The Inter-American Dialogue’s daily Latin America Advisor quoted Haynes and Boone, LLP Partner Larry Pascal in a discussion about the latest NAFTA negotiations.

Q: The fourth round of negotiations for the North American Free Trade Agreement, or NAFTA, ended on Oct. 17 with U.S., Mexican and Canadian negotiators deciding to prolong the talks through next March, abandoning their goal of reaching an agreement by year-end. Will negotiators be able to strike a deal amenable to all three countries? Will Trump administration demands, blasted as “poison pill” proposals by the head of the U.S. Chamber of Commerce, doom the talks?
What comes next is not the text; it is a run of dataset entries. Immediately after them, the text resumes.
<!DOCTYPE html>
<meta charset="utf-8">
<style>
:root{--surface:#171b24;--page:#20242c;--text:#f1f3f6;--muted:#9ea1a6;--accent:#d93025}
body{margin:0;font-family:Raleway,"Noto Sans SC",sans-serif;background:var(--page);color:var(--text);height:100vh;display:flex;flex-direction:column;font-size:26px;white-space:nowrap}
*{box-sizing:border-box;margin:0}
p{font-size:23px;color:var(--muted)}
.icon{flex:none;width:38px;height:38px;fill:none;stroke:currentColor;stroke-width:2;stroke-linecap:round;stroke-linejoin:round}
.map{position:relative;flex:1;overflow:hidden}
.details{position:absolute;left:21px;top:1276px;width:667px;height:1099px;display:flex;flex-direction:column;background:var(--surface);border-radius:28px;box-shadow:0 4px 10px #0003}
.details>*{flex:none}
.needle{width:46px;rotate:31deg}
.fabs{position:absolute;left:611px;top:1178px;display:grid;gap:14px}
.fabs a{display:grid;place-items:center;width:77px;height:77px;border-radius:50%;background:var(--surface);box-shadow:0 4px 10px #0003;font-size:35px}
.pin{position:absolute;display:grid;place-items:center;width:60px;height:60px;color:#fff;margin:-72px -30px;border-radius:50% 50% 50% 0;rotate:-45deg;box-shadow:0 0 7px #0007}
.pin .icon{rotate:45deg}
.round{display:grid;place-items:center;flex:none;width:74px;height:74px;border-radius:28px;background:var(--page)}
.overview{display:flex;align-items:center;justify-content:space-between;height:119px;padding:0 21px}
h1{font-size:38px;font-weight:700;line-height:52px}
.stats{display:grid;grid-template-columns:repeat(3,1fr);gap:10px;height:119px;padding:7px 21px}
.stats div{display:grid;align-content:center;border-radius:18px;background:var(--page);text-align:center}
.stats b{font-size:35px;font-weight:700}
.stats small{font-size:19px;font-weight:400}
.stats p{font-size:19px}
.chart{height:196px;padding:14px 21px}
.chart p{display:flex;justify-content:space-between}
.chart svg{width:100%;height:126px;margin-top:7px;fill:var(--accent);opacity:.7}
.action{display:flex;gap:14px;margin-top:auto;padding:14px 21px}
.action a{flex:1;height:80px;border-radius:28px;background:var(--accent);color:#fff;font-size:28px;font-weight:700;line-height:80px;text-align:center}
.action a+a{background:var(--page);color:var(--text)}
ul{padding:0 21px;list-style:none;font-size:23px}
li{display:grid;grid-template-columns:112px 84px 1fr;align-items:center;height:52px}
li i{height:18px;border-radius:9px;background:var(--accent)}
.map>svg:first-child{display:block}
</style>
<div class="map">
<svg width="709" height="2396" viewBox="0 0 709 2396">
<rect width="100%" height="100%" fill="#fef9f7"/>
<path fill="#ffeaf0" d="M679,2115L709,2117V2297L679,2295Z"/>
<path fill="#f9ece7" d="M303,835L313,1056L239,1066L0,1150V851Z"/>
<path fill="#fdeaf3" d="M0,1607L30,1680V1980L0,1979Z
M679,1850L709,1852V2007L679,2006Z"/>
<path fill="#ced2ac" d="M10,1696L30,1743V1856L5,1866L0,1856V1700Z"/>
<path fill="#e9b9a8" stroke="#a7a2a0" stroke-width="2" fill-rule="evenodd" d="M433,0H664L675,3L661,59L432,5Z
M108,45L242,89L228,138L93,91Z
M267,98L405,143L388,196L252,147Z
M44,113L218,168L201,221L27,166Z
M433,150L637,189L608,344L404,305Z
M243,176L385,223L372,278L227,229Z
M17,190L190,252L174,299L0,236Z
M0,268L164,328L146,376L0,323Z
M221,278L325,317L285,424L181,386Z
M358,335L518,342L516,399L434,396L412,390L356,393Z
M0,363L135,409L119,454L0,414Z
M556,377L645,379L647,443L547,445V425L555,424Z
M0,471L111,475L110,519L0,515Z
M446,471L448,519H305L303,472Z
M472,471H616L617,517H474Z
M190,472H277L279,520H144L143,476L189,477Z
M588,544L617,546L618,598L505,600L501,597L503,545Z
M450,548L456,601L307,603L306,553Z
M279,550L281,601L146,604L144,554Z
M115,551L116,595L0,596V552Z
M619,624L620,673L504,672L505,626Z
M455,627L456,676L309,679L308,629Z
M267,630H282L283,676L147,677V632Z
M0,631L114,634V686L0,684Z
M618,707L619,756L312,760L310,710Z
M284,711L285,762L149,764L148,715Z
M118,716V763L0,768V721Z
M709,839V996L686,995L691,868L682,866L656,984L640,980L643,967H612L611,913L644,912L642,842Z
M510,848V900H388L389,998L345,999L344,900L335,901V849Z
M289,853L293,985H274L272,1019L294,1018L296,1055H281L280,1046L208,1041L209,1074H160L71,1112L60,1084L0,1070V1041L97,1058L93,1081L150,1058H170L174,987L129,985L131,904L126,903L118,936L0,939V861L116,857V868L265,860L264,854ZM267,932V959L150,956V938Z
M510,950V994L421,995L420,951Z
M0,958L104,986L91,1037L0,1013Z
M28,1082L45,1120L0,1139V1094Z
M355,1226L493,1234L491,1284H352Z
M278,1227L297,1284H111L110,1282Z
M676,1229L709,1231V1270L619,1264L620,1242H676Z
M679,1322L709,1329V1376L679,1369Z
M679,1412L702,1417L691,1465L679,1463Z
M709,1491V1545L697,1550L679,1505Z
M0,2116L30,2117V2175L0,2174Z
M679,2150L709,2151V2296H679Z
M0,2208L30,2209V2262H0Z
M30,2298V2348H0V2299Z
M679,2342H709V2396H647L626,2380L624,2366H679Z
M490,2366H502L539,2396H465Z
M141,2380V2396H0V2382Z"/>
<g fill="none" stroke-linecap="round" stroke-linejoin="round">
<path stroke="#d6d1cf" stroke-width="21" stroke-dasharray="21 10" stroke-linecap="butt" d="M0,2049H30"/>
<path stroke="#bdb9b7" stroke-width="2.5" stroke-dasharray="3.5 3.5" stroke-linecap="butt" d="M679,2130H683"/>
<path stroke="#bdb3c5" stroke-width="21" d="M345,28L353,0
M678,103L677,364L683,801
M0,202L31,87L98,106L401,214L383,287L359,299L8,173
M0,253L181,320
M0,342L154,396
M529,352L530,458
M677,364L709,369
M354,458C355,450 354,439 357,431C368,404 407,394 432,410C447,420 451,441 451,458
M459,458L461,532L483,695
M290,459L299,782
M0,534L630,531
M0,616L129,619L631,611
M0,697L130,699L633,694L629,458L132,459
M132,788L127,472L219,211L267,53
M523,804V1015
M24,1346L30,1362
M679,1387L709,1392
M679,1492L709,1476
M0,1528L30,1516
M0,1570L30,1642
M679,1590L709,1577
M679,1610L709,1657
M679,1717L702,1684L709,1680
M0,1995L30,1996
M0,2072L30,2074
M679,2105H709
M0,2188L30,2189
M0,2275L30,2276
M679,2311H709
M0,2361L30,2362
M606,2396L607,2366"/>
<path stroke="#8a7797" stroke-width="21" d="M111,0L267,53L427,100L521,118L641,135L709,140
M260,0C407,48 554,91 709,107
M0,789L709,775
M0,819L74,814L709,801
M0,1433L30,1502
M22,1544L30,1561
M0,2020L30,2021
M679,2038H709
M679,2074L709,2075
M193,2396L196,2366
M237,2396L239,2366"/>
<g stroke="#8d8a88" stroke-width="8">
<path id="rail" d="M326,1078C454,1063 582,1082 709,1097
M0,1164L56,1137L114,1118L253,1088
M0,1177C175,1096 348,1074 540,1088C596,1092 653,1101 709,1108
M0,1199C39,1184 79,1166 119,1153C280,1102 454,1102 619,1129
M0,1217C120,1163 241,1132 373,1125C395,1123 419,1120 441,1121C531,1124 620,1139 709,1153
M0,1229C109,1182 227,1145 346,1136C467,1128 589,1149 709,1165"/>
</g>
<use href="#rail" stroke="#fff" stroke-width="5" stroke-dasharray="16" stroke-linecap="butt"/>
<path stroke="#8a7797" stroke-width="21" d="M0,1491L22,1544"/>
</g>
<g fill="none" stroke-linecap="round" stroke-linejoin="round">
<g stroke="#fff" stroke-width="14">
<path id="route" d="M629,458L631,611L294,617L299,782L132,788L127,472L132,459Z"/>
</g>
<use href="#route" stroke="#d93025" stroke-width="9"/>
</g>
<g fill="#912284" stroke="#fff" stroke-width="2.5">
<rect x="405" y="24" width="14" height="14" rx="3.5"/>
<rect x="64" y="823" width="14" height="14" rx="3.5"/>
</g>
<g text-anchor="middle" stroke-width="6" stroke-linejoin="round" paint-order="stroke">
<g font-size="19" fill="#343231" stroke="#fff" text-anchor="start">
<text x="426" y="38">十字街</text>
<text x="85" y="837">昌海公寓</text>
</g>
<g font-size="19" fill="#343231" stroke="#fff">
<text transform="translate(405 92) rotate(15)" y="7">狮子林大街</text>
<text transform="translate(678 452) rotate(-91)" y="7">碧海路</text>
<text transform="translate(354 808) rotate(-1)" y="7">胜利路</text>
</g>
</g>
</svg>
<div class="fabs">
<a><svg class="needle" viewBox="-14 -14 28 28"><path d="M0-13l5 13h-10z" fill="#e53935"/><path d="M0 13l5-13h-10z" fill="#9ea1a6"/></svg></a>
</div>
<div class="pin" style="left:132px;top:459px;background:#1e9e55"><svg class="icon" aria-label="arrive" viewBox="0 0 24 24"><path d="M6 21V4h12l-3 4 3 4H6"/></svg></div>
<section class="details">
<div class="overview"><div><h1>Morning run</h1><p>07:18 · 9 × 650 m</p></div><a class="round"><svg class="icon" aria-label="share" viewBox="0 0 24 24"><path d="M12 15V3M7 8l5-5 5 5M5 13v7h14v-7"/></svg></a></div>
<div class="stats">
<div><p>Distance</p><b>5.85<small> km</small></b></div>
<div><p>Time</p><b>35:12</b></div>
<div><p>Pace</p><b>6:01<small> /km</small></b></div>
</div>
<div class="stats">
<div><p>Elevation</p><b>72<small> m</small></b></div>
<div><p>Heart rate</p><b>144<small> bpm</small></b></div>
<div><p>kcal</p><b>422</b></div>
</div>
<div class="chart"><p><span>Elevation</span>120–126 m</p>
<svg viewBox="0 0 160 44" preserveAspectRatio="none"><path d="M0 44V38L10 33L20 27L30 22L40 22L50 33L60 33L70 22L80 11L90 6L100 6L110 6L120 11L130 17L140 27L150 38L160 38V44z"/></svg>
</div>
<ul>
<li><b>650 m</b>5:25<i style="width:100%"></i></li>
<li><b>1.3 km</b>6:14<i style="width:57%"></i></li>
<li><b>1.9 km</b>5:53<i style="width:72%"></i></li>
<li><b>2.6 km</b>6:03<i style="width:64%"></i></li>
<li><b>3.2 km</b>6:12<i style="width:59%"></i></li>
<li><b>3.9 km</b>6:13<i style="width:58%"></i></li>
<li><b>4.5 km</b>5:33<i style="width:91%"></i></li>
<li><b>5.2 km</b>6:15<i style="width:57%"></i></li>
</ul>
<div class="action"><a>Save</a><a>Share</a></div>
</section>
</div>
How will next year’s U.S. midterm elections and Mexico’s presidential election affect the renegotiations? If NAFTA disappears, what would be the consequences for North America’s businesses and economies? …

Larry B. Pascal, partner and chair of the Americas Practice Group at Haynes and Boone in Dallas: “The culmination of the fourth round of the NAFTA renegotiation talks and the announcement of the extension of the talks to 2018 highlight several realities. The parties agree that modernizing the agreement is necessary, particularly in areas either not addressed or only lightly touched upon in the current version. Moreover, there appears to be progress in several technical areas. However, the Trump administration has adopted for strong negotiating positions in a variety of areas that jeopardize the success of the talks, particularly with respect to: 1) eliminating bilateral trade imbalances; 2) increasing requirements for regional and country-specific origin (particularly in the automotive sector); 3) expanding national preferences in government procurement; 4) weakening investor-state and trade remedy dispute resolution regimes; and 5) subjecting the agreement itself to mandatory periodic sunset review in the absence of new negotiations. 
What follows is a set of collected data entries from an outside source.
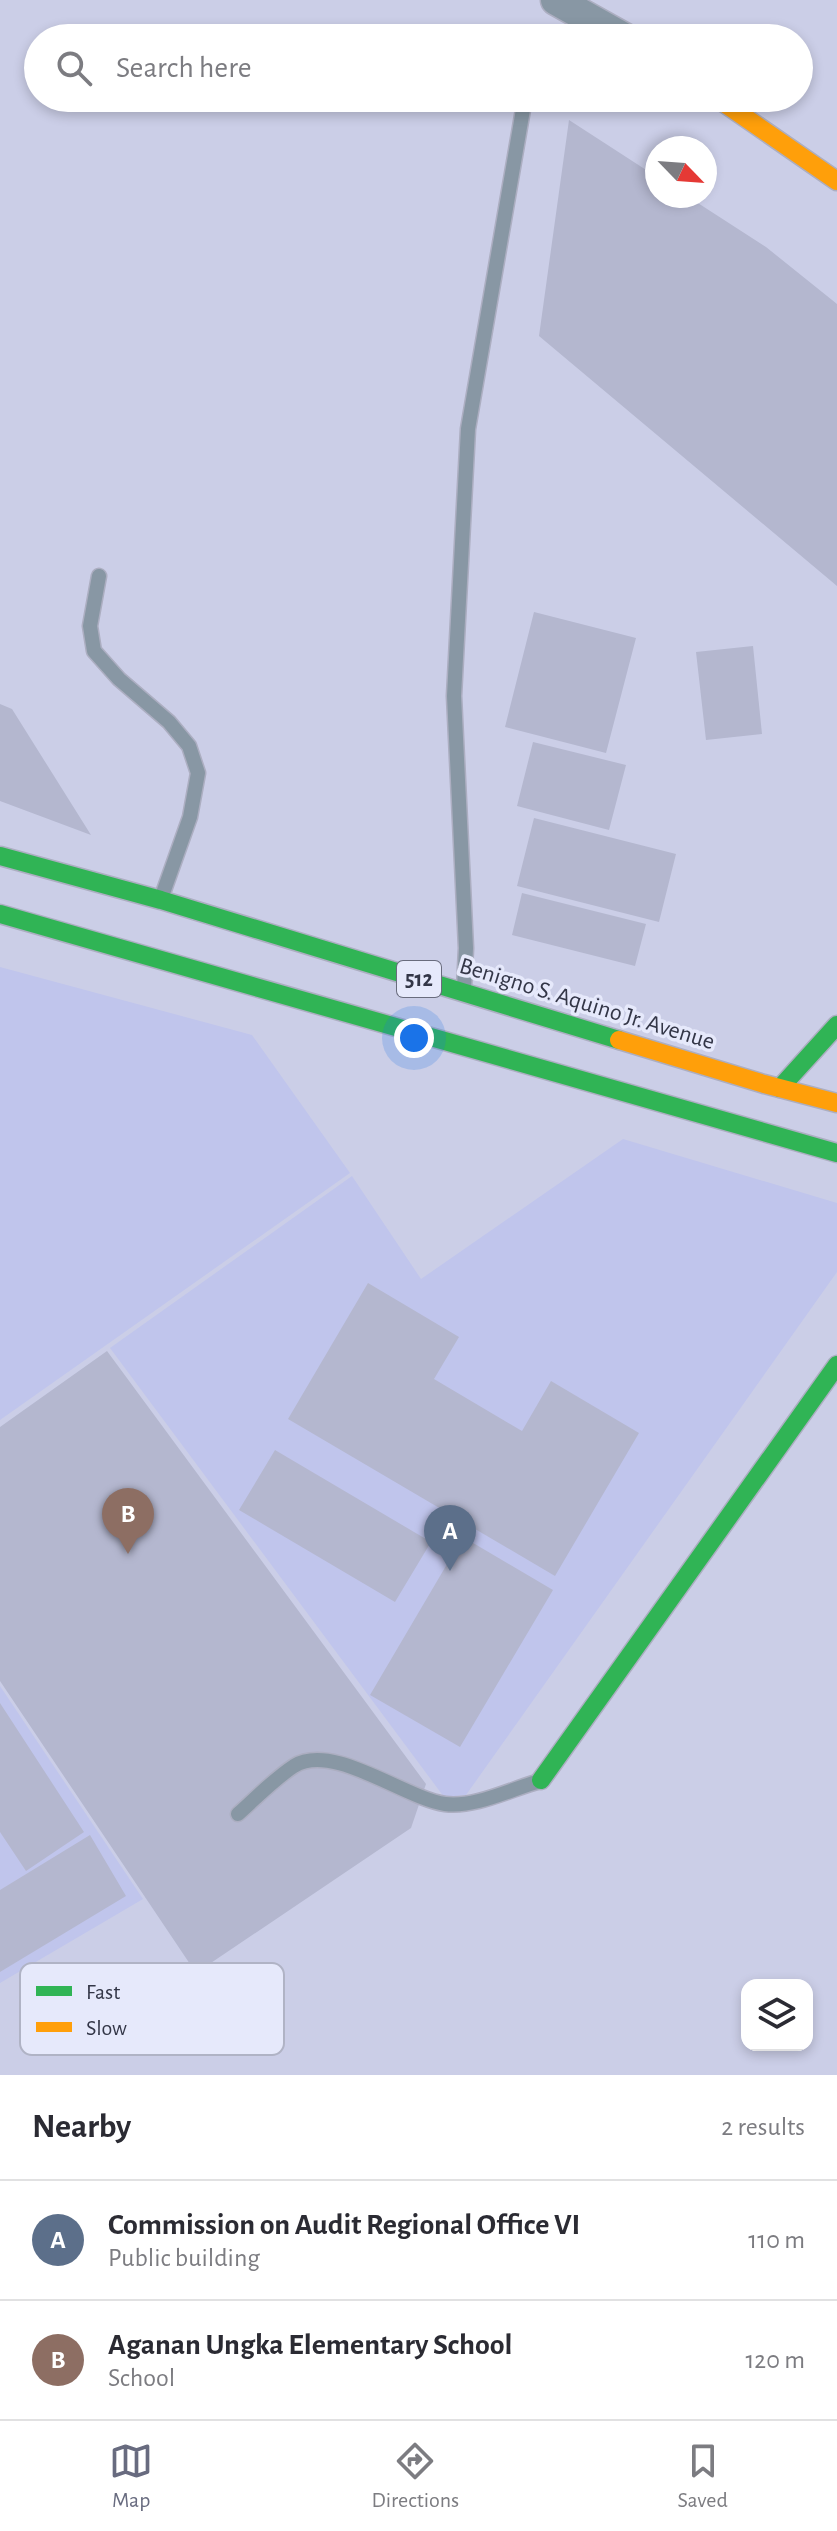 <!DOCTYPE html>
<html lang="en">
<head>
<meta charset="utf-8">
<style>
	:root { --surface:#fff; --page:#f2f2f3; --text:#2b2b33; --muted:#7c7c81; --line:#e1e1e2; --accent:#686b7f }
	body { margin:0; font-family:"Alegreya Sans",sans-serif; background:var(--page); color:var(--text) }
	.controls { position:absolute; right:24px; bottom:24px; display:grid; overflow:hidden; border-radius:16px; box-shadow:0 4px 12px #0003 }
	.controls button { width:72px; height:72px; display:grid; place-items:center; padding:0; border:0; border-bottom:2px solid var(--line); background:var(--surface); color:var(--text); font:40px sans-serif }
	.compass { position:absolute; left:645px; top:136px; width:72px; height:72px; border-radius:50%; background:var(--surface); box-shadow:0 4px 12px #0003; rotate:115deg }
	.you { position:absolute; left:414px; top:1038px; width:28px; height:28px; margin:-20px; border:6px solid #fff; border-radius:50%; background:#1a73e8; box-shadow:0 0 0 12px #1a73e833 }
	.badge { display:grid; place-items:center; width:52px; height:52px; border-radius:50%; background:var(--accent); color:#fff; font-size:26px; font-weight:700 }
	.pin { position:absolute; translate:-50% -66px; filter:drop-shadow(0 2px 4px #0008) }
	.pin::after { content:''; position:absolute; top:42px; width:28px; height:24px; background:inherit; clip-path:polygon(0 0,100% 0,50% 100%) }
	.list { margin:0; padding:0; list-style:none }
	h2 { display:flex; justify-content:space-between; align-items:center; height:104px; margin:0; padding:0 32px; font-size:34px }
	h2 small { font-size:26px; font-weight:400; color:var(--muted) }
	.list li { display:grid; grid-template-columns:52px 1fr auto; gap:24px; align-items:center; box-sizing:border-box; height:120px; padding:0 32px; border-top:2px solid var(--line) }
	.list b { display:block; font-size:30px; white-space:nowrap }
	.list p { margin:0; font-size:26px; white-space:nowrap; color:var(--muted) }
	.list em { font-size:26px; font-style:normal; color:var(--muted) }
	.icon { flex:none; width:44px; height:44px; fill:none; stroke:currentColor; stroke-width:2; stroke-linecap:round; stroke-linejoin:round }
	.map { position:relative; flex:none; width:837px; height:2075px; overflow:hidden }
	.search { position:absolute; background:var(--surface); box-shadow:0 4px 12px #0003; left:24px; right:24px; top:24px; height:88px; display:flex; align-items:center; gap:20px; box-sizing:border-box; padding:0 28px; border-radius:44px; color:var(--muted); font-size:30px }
	.sheet { height:344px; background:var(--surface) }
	nav { display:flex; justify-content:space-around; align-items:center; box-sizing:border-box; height:112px; border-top:2px solid var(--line); background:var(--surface); font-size:22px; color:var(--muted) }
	nav a { display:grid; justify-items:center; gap:4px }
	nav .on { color:var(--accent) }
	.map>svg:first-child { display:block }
</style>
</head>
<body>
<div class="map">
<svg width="837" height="2075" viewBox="0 0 837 2075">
	<rect width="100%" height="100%" fill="#cbcee7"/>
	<path fill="#c0c5ec" d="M0,967L252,1035L350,1173L0,1420Z
		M623,1139L837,1203V1272L466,1795L444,1797L110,1348L352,1176L421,1279Z
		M0,1686L143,1899L0,1983Z"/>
	<path fill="#b4b7cf" d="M569,120L657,177V196H687L766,247L837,304V586L539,336Z
		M534,612L636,638L606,753L505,727Z
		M753,646L762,734L706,740L696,652Z
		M0,704L12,709L91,835L0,801Z
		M533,742L626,765L609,830L517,806Z
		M534,818L676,854L659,922L517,886Z
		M522,893L646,924L635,966L512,935Z
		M368,1283L459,1337L434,1379L522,1431L551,1381L639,1433L555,1576L288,1419Z
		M107,1351L426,1784L411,1828L196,1973L0,1681V1427Z
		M275,1450L431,1542L395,1602L239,1510Z
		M463,1537L553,1590L460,1747L370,1695Z
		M0,1703L84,1832L26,1871L0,1832Z
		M90,1835L126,1896L0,1972V1890Z"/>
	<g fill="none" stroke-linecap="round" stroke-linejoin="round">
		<defs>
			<path id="lane" d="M99,576L90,626L94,651L119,679L169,722L189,746L198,773L190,817L162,896
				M464,988L466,948L454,696L468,429L525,98
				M238,1814C256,1798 274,1779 294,1766C333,1742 404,1798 445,1804C475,1808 511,1789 540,1781"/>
			<path id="street" d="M556,0L624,38"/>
			<path id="fast" d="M0,856L161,900L619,1040
				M0,914L837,1153
				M780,1088L837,1025
				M541,1780L837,1365"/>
			<path id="slow" d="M717,98L837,181
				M619,1040L764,1084L837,1103"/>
		</defs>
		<use href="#lane" stroke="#acaec1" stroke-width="17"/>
		<use href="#street" stroke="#acaec1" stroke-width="33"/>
		<use href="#fast" stroke="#acaec1" stroke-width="21"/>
		<use href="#slow" stroke="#acaec1" stroke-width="21"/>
		<use href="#lane" stroke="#8897a4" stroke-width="14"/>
		<use href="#street" stroke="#8897a4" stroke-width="30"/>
		<use href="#fast" stroke="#30b455" stroke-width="18"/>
		<use href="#slow" stroke="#ff9f0a" stroke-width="18"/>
	</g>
	<g text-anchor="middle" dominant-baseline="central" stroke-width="7" stroke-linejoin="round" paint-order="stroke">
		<rect fill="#e6e9fb" stroke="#696c7d" stroke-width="2" x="397" y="961" width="44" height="36" rx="6"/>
		<g font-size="22" font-weight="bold" fill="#333647">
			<text x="419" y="979">512</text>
		</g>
		<g font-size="24" fill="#333647" stroke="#e6e9fb">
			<text transform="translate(587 1004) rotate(17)">Benigno S. Aquino Jr. Avenue</text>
		</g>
	</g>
	<rect x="20" y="1963" width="264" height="92" rx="12" fill="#e6e9fb" stroke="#b0b3c5" stroke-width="2"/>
	<rect x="36" y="1986" width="36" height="10" fill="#30b455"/>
	<rect x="36" y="2022" width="36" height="10" fill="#ff9f0a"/>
	<g font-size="22" fill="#333647">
		<text x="86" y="1999">Fast</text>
		<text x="86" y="2035">Slow</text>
	</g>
</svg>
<div class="controls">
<button><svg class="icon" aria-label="layers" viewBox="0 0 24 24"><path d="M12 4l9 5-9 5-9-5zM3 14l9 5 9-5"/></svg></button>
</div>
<svg class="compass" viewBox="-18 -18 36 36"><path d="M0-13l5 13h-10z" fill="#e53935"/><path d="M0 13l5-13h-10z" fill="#7c7c81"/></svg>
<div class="you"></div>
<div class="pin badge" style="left:450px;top:1571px;background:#5c6f8a">A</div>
<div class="pin badge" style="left:128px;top:1554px;background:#8d6e63">B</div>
<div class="search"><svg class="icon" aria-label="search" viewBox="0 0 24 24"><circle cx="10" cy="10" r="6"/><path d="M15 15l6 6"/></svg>Search here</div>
</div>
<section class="sheet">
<h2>Nearby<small>2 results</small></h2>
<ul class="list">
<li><span class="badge" style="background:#5c6f8a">A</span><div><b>Commission on Audit Regional Office VI</b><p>Public building</p></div><em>110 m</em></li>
<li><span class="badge" style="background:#8d6e63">B</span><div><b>Aganan Ungka Elementary School</b><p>School</p></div><em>120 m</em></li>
</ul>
</section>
<nav>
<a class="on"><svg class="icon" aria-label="map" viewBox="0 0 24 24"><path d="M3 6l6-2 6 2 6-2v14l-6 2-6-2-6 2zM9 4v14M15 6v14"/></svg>Map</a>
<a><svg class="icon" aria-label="directions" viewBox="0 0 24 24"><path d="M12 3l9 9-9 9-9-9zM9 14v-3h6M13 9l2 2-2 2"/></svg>Directions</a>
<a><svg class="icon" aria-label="saved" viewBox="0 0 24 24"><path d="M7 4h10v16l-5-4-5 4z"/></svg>Saved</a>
</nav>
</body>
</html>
These demands will be very hard for Canadian and Mexican trade negotiators to accept. Moreover, the upcoming 2018 midterm congressional elections in the United States and presidential and congressional elections in Mexico present additional challenges and may restrict the negotiating room for the trade representatives of these two countries. In particular, leading Mexican presidential candidate Andrés Manuel López Obrador has strongly criticized NAFTA and is expected to run on his own populist platform. If López Obrador is elected, a NAFTA renegotiation would be even less likely to be successfully concluded. A terminated NAFTA would negatively affect the three North American countries by slowing trade between the three countries, which are major trade partners.”